### [INPUT RECORDS]

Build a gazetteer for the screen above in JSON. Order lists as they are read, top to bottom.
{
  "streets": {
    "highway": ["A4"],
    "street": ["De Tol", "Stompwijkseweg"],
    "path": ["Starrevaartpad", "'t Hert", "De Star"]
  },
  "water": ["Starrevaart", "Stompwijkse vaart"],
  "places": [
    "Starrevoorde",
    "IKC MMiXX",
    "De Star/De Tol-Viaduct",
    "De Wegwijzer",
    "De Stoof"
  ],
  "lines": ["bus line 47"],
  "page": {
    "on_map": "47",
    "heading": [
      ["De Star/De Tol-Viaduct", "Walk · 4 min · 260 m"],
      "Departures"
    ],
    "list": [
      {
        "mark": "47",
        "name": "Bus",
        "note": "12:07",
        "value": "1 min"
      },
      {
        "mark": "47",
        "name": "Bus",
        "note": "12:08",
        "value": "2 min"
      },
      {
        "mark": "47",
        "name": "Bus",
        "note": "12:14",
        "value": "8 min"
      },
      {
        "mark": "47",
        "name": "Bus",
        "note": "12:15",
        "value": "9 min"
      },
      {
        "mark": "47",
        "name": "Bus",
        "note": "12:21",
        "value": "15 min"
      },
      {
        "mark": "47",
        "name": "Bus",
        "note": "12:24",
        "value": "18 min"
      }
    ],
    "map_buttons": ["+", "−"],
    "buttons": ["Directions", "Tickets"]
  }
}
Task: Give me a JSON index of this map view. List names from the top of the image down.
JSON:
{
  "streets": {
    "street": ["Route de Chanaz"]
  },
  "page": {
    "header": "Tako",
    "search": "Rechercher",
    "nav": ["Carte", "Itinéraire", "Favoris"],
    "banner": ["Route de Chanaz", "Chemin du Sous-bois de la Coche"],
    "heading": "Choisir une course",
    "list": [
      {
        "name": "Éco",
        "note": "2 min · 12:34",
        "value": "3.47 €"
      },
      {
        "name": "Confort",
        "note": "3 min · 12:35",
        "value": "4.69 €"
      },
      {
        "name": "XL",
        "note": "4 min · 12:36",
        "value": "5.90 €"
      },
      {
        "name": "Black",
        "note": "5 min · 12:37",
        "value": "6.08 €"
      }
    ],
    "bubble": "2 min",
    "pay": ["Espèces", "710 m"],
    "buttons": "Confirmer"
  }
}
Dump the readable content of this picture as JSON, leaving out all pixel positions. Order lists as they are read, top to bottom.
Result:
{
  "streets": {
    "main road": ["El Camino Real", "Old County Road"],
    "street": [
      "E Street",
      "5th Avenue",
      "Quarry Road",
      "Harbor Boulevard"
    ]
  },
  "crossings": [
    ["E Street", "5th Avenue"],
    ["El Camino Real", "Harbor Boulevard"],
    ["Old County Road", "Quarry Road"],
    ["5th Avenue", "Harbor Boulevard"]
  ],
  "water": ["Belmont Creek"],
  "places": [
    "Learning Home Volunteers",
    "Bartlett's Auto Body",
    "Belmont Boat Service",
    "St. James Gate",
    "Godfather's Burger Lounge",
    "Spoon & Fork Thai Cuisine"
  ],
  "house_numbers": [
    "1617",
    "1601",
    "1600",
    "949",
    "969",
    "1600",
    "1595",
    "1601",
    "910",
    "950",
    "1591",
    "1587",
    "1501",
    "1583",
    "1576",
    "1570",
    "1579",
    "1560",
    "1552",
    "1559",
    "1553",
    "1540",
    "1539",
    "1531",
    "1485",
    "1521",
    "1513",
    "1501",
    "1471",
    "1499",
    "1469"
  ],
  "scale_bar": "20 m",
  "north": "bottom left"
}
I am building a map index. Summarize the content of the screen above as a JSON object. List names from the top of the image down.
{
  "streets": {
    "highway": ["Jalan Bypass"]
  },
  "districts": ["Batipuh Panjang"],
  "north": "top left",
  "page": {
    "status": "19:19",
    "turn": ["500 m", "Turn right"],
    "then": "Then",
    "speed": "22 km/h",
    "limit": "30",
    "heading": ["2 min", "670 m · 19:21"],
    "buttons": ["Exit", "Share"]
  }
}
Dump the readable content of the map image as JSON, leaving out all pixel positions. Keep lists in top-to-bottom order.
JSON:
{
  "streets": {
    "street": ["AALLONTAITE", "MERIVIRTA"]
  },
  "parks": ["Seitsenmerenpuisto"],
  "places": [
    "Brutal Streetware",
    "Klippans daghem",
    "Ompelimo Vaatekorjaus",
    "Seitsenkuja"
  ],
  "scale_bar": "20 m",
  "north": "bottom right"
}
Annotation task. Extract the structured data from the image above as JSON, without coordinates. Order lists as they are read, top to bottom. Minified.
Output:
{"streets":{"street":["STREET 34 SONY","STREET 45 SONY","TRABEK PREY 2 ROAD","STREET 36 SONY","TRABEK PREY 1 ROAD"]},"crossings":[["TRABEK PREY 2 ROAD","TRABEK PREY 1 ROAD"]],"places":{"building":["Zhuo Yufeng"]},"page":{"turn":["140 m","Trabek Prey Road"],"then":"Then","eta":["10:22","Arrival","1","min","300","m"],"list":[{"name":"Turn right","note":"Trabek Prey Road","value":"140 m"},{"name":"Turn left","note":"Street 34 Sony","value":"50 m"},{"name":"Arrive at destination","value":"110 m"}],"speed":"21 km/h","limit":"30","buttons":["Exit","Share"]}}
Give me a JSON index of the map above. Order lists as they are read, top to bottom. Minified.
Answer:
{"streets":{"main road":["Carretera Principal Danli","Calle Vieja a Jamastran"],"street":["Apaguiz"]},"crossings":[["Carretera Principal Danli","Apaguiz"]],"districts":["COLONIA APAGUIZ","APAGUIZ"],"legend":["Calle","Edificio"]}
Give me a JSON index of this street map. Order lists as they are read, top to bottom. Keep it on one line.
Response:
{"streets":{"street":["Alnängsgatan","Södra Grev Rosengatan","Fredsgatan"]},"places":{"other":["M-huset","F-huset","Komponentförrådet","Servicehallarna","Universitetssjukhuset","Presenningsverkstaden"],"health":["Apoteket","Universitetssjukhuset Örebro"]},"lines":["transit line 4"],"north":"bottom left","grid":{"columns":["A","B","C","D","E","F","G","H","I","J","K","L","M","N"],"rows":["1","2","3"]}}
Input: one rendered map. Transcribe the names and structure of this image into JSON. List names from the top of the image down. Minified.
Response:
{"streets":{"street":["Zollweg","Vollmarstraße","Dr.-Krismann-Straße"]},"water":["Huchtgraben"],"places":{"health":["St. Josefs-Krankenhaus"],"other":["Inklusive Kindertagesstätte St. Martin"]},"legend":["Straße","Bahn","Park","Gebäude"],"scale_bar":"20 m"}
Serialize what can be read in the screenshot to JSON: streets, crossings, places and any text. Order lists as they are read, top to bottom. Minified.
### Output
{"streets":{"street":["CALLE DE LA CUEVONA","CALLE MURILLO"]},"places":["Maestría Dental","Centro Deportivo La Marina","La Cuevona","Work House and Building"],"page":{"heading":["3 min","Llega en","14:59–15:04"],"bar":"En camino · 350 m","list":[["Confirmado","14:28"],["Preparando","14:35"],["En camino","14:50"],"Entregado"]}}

### [EXERCISE]
Please copy each line from the material above in which the string "positions" appears.

### [EXERCISE SOLUTION]
Dump the readable content of this picture as JSON, leaving out all pixel positions. Order lists as they are read, top to bottom.
Dump the readable content of the map image as JSON, leaving out all pixel positions. Keep lists in top-to-bottom order.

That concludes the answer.